In an otherwise glum earnings call, there were some bright spots: Yields in the Caribbean, Alaska and Asia were described by Royal Caribbean Cruises Chairman and CEO Richard Fain as anything from “holding up reasonably well” to “making us feel exceptionally good.”
But those solid showings were not enough to overcome the weak European market, where economic instability has forced cruise operators to slash prices in order to fill ships.
The lingering effect of the deadly January shipwreck of the Costa Concordia, owned by rival Carnival Corp., also proved a drag on the company’s second-quarter business. The disaster, which took place off the coast of Italy, has had the biggest impact in Europe.
“We all knew there were challenges there, but we had not anticipated either the severity of the financial crisis or the roller coaster ride that the politicians the and the media have precipitated,” Fain said. “And of course the Concordia impact there has been the greatest and the slowest to dissipate.”
Royal Caribbean Cruises, which includes the Royal Caribbean International and Celebrity Cruises brands, said the company believes the Concordia wreck is no longer having a major impact on future bookings.
“However, the timing of the incident left a big gap during our peak booking period and filling that gap is disrupting our normal booking patterns,” chief financial officer Brian Rice said in a statement.
In recent years, cruise companies have looked to Europe as a major growth market for the industry and shifted more ships to capitalize on a relatively untapped — but vacation-happy — population.
But Royal Caribbean said by next year, the company’s capacity in Europe will be down by 10 percent. And while the third quarter of 2012 is also expected to face difficulty in Europe, by the fourth quarter most ships will have sailed to more profitable waters.
Executives said they were optimistic about the future, with plans to increase prices by slowing the growth of the company’s fleet. No ships will be delivered in 2013; the company has one on order for 2014 and another for 2015.
But Fain hinted that a new order could be forthcoming, avoiding specifics but saying the company is “looking at the kinds of ships that are even in today’s world generating nice returns.”
Robin Farley, a leisure analyst with UBS Investment Research, said in a note to investors that she would not be surprised to see the company place an order for delivery in 2016 before the year is out.
The company’s stock closed Thursday at $24.62, up 1.32 percent from the previous day’s close. That’s far lower than the closing price on the day before the Concordia accident: $28.75.

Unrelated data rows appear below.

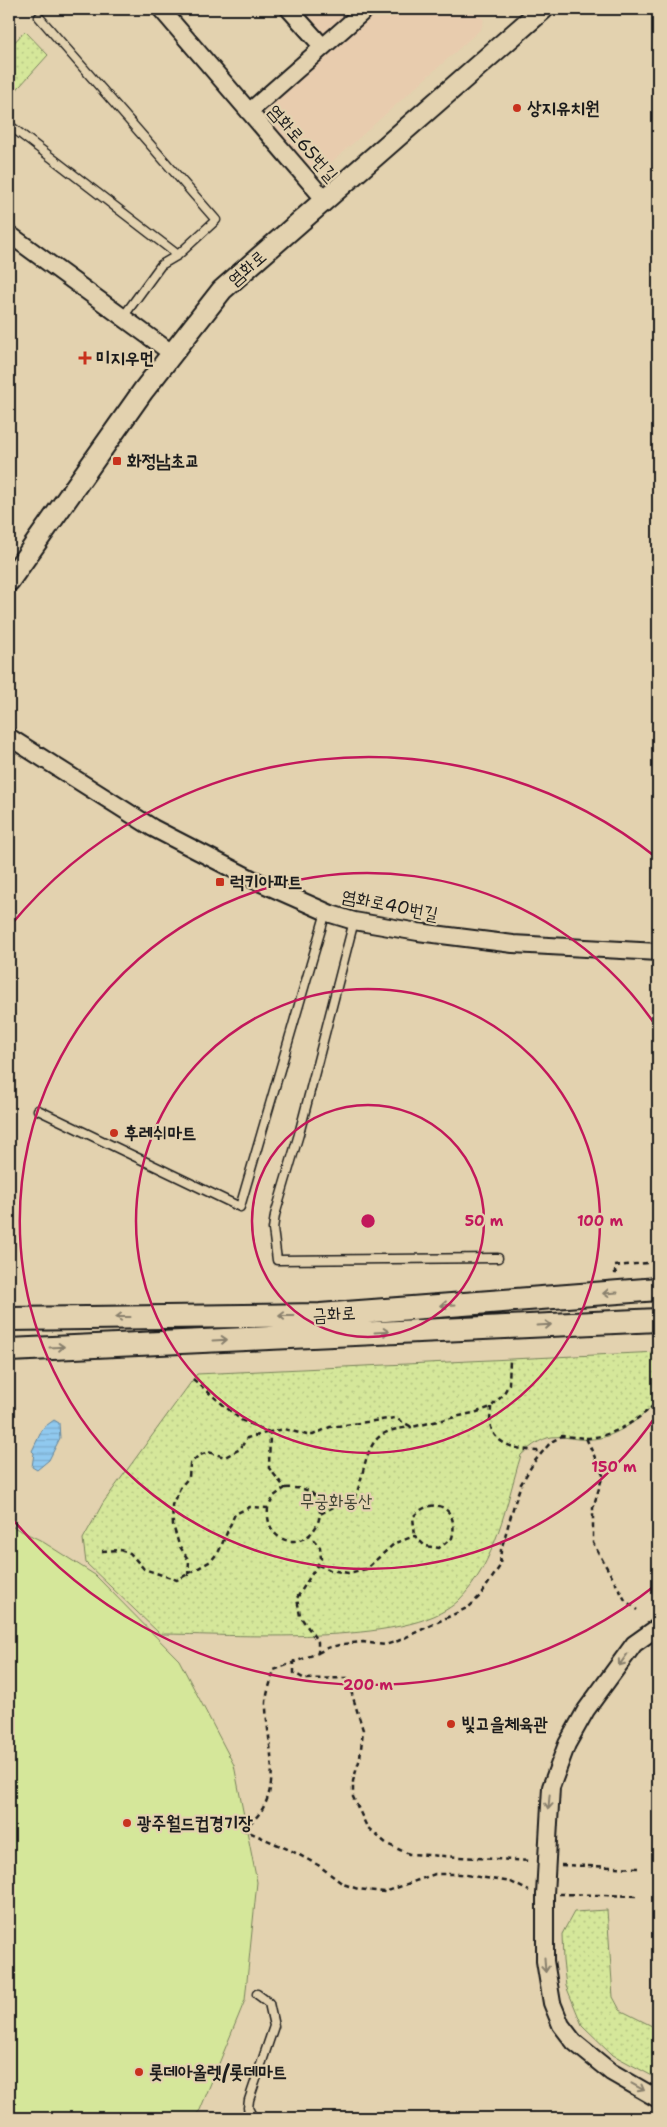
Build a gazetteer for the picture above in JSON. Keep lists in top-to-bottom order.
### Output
{
  "streets": {
    "main road": ["금화로"],
    "street": ["염화로65번길", "염화로", "염화로40번길"]
  },
  "crossings": [
    ["염화로65번길", "염화로"]
  ],
  "parks": ["무궁화동산"],
  "places": {
    "other": [
      "상지유치원",
      "후레쉬마트",
      "빛고을체육관",
      "광주월드컵경기장",
      "롯데아올렛/롯데마트"
    ],
    "health": ["미지우먼"],
    "transit": ["화정남초교", "럭키아파트"]
  },
  "rings": [
    "50 m",
    "100 m",
    "150 m",
    "200 m"
  ]
}
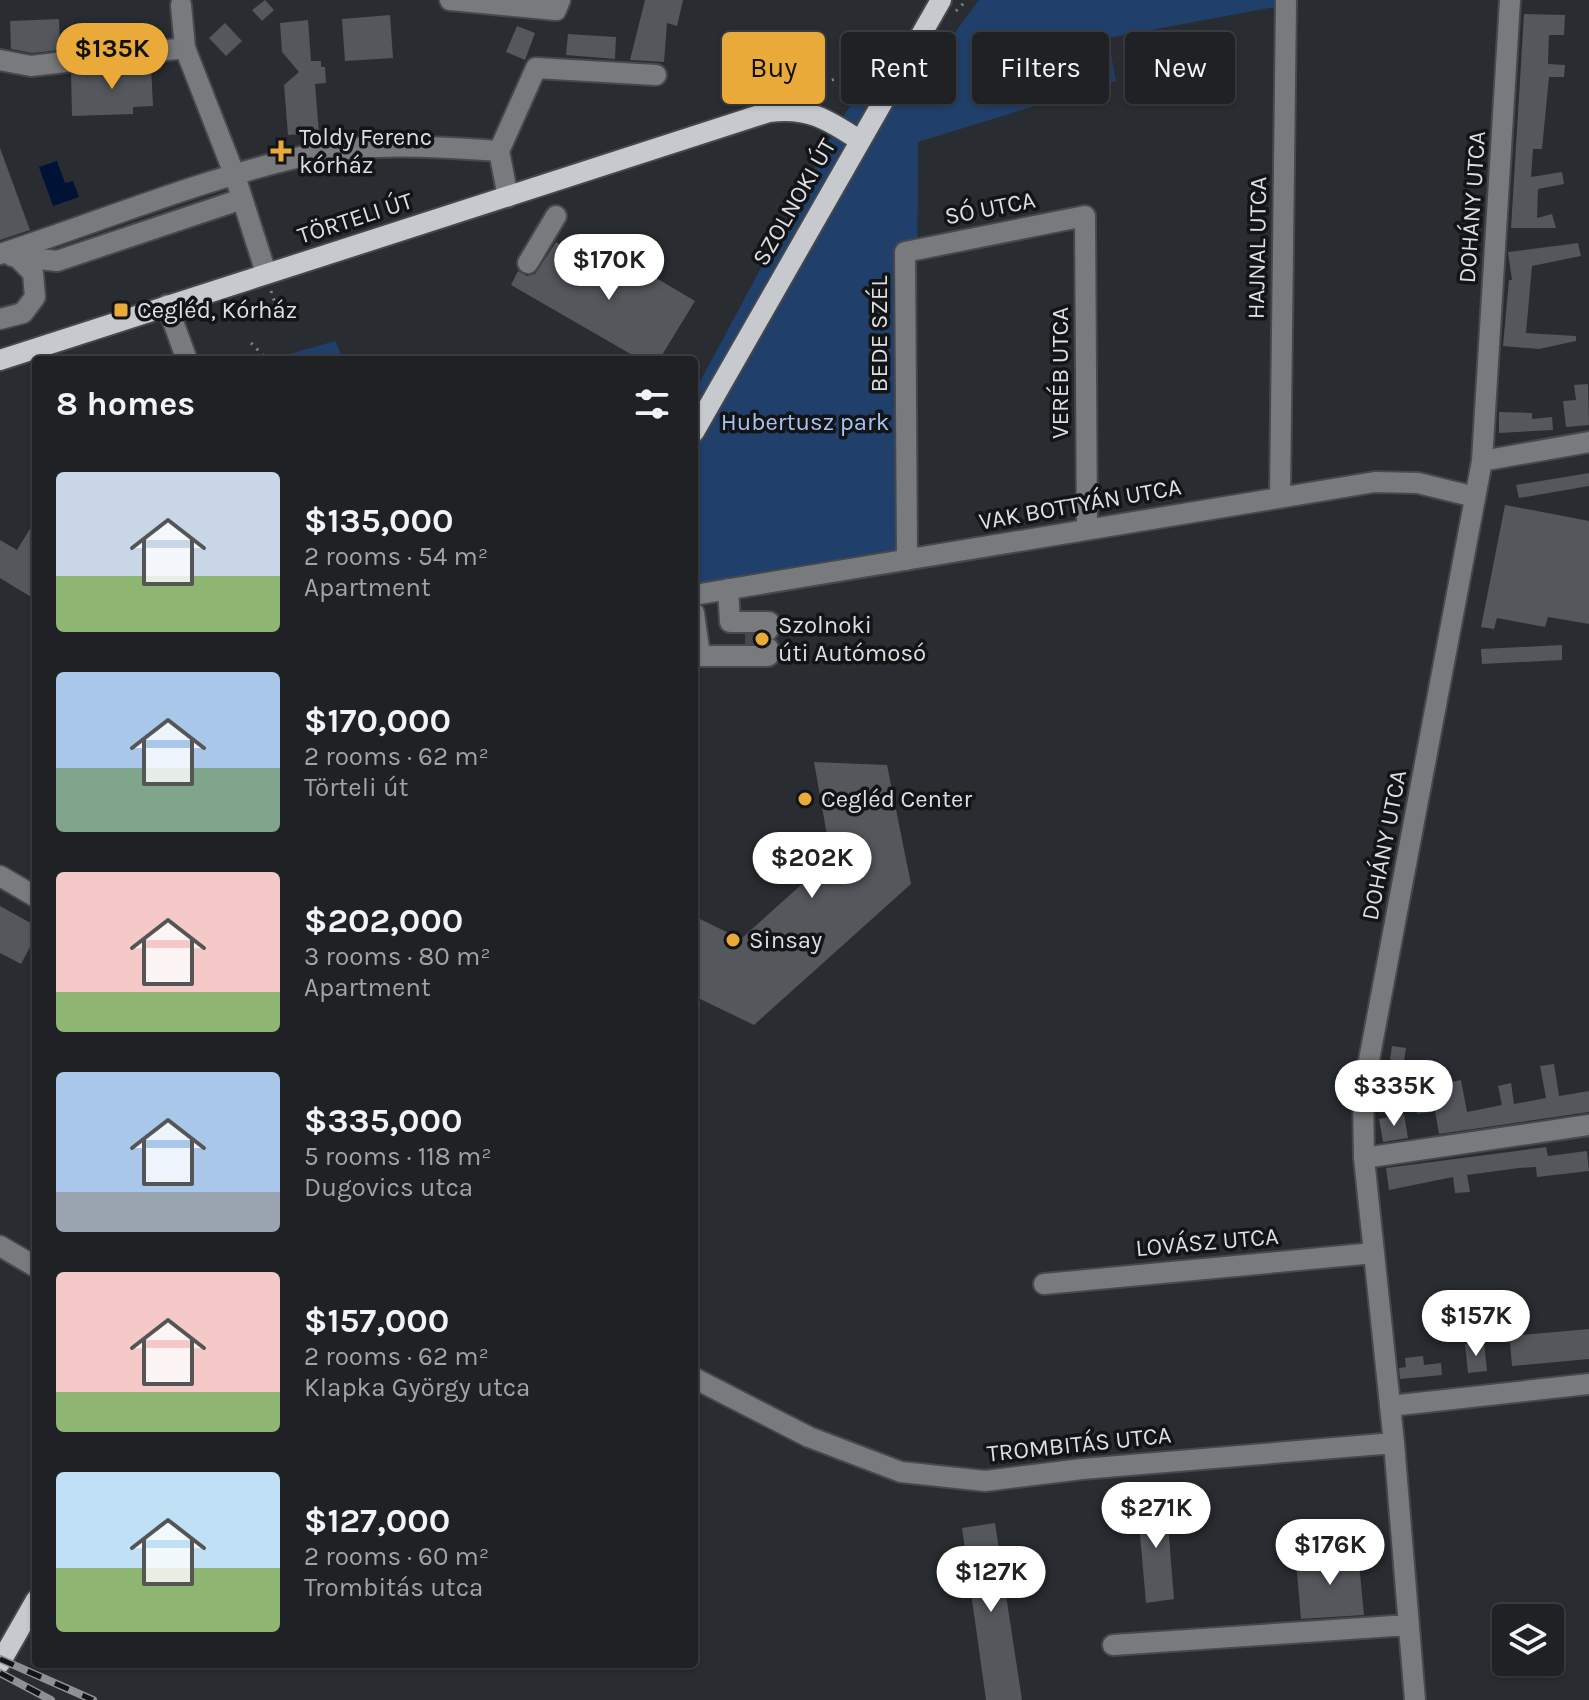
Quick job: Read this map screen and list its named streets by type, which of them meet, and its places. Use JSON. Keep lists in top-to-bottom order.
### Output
{
  "streets": {
    "main road": ["SZOLNOKI ÚT", "TÖRTELI ÚT"],
    "street": [
      "DOHÁNY UTCA",
      "SÓ UTCA",
      "HAJNAL UTCA",
      "BEDE SZÉL",
      "VERÉB UTCA",
      "VAK BOTTYÁN UTCA",
      "LOVÁSZ UTCA",
      "TROMBITÁS UTCA"
    ]
  },
  "crossings": [
    ["SZOLNOKI ÚT", "TÖRTELI ÚT"],
    ["DOHÁNY UTCA", "VAK BOTTYÁN UTCA"],
    ["DOHÁNY UTCA", "LOVÁSZ UTCA"],
    ["DOHÁNY UTCA", "TROMBITÁS UTCA"],
    ["SÓ UTCA", "BEDE SZÉL"],
    ["SÓ UTCA", "VERÉB UTCA"],
    ["HAJNAL UTCA", "VAK BOTTYÁN UTCA"],
    ["BEDE SZÉL", "VAK BOTTYÁN UTCA"],
    ["VERÉB UTCA", "VAK BOTTYÁN UTCA"]
  ],
  "parks": ["Hubertusz park"],
  "places": {
    "health": ["Toldy Ferenc kórház"],
    "transit": ["Cegléd, Kórház"],
    "other": ["Szolnoki úti Autómosó", "Cegléd Center", "Sinsay"]
  },
  "page": {
    "price": [
      "$135K",
      "$170K",
      "$202K",
      "$335K",
      "$157K",
      "$271K",
      "$176K",
      "$127K"
    ],
    "chip": [
      "Buy",
      "Rent",
      "Filters",
      "New"
    ],
    "heading": "8 homes",
    "list": [
      {
        "name": "$135,000",
        "note": "2 rooms · 54 m² · Apartment"
      },
      {
        "name": "$170,000",
        "note": "2 rooms · 62 m² · Törteli út"
      },
      {
        "name": "$202,000",
        "note": "3 rooms · 80 m² · Apartment"
      },
      {
        "name": "$335,000",
        "note": "5 rooms · 118 m² · Dugovics utca"
      },
      {
        "name": "$157,000",
        "note": "2 rooms · 62 m² · Klapka György utca"
      },
      {
        "name": "$127,000",
        "note": "2 rooms · 60 m² · Trombitás utca"
      }
    ]
  }
}
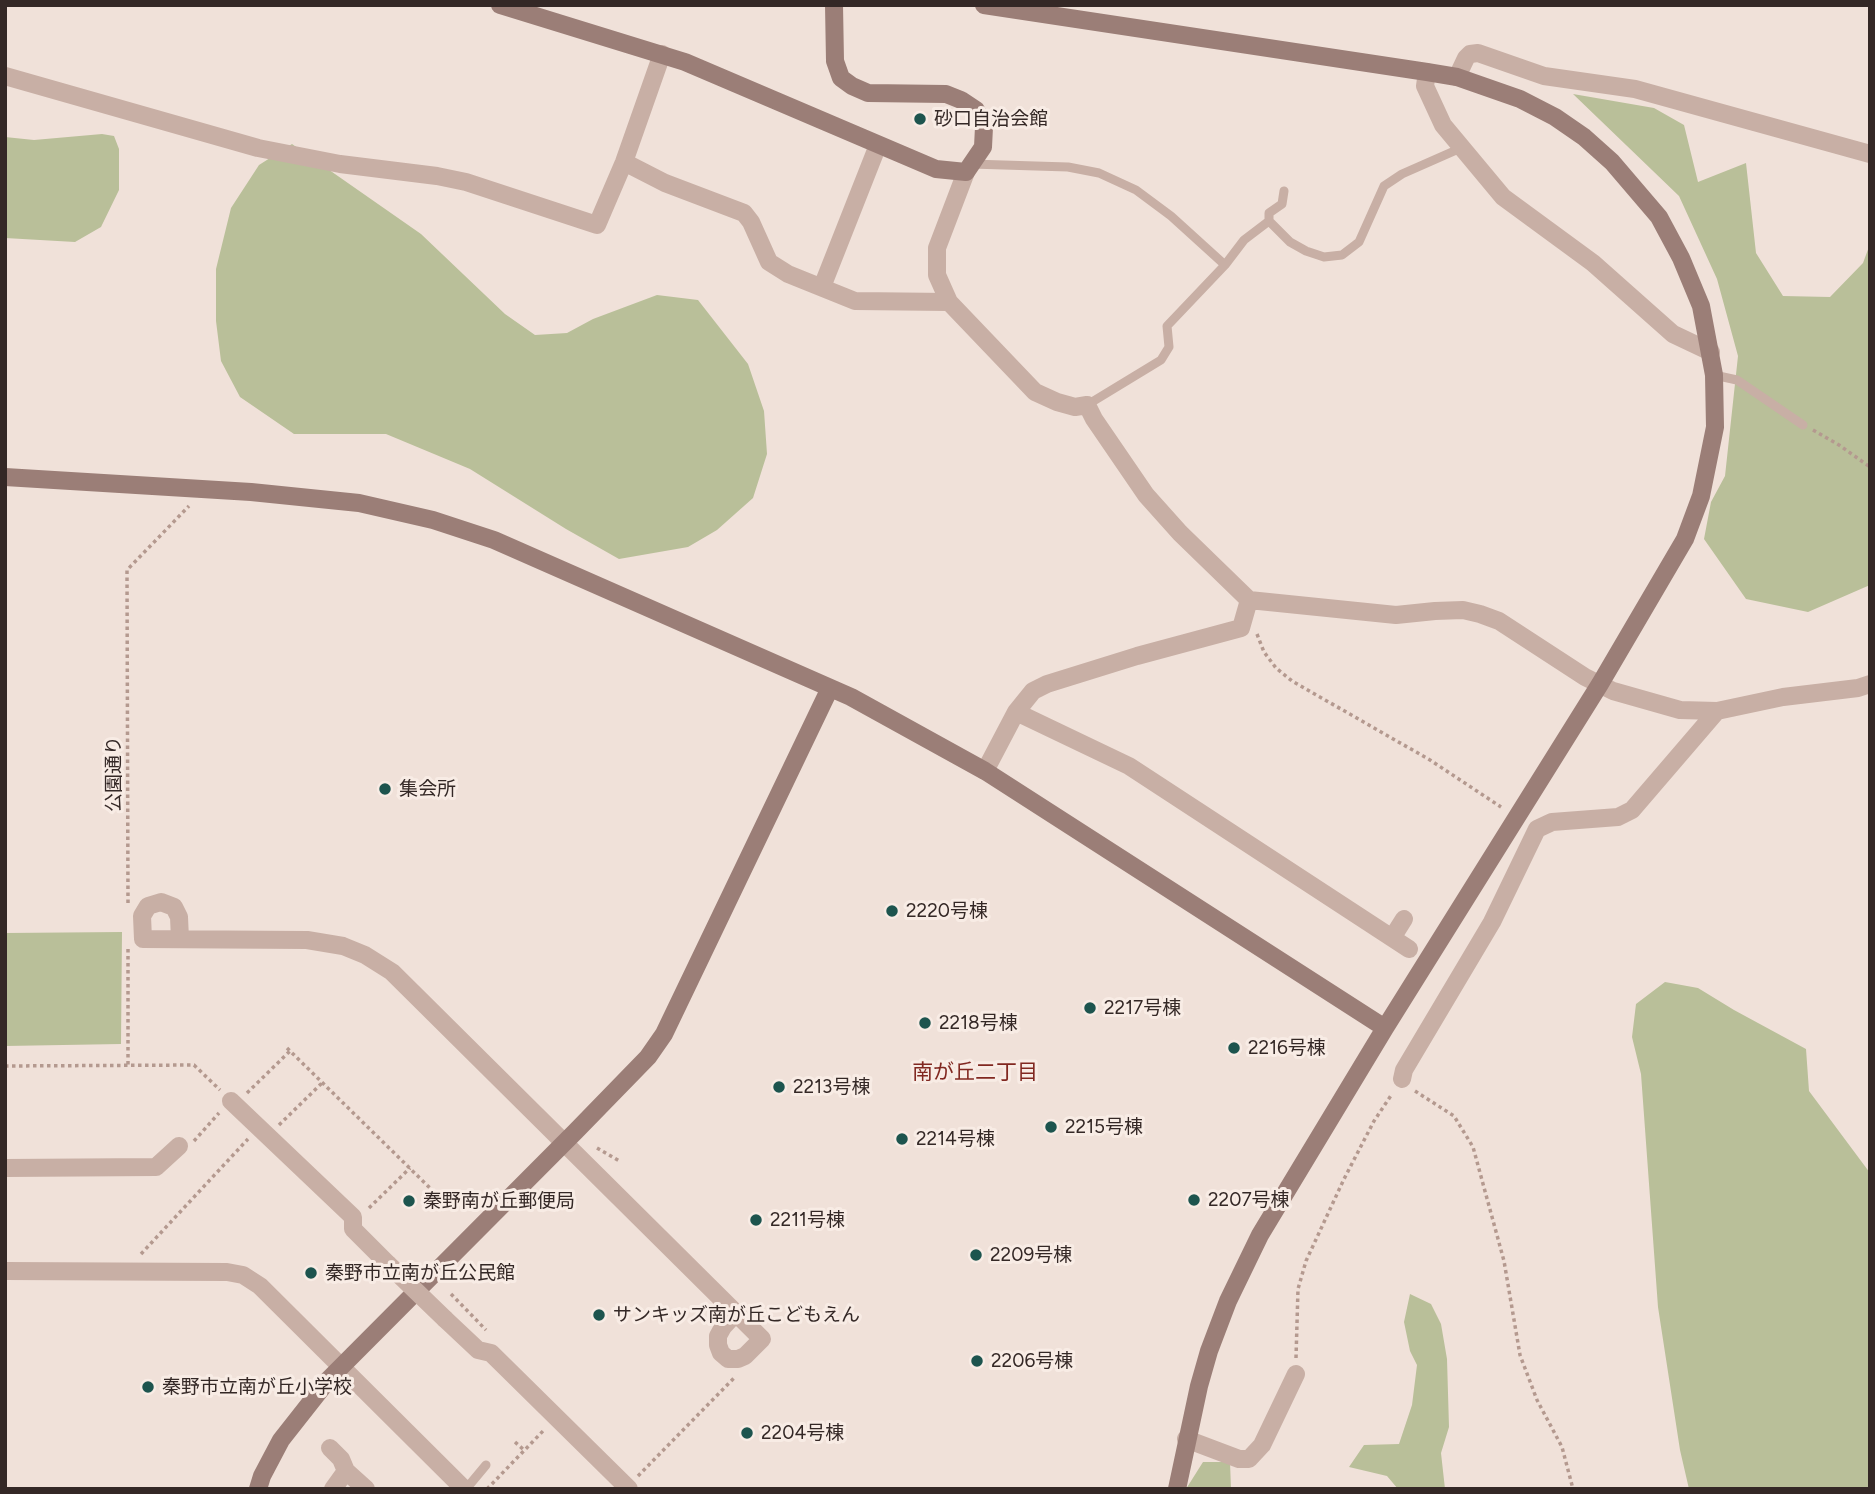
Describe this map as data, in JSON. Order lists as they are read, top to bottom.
{
  "streets": {
    "path": ["公園通り"]
  },
  "districts": ["南が丘二丁目"],
  "places": [
    "砂口自治会館",
    "集会所",
    "2220号棟",
    "2217号棟",
    "2218号棟",
    "2216号棟",
    "2213号棟",
    "2215号棟",
    "2214号棟",
    "2207号棟",
    "秦野南が丘郵便局",
    "2211号棟",
    "2209号棟",
    "秦野市立南が丘公民館",
    "サンキッズ南が丘こどもえん",
    "2206号棟",
    "秦野市立南が丘小学校",
    "2204号棟"
  ]
}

“We can understand how investors might be frustrated by the company’s revised 2012 net yield outlook, which was supposed to capture a certain amount of European weakness; obviously, the European weakness was worse than prior forecasts,” wrote Barclays Capital analyst Felicia Hendrix in a note to investors. “Until there is more visibility on the likelihood of upward net yield revisions, we believe the cruise stocks will remain weak.”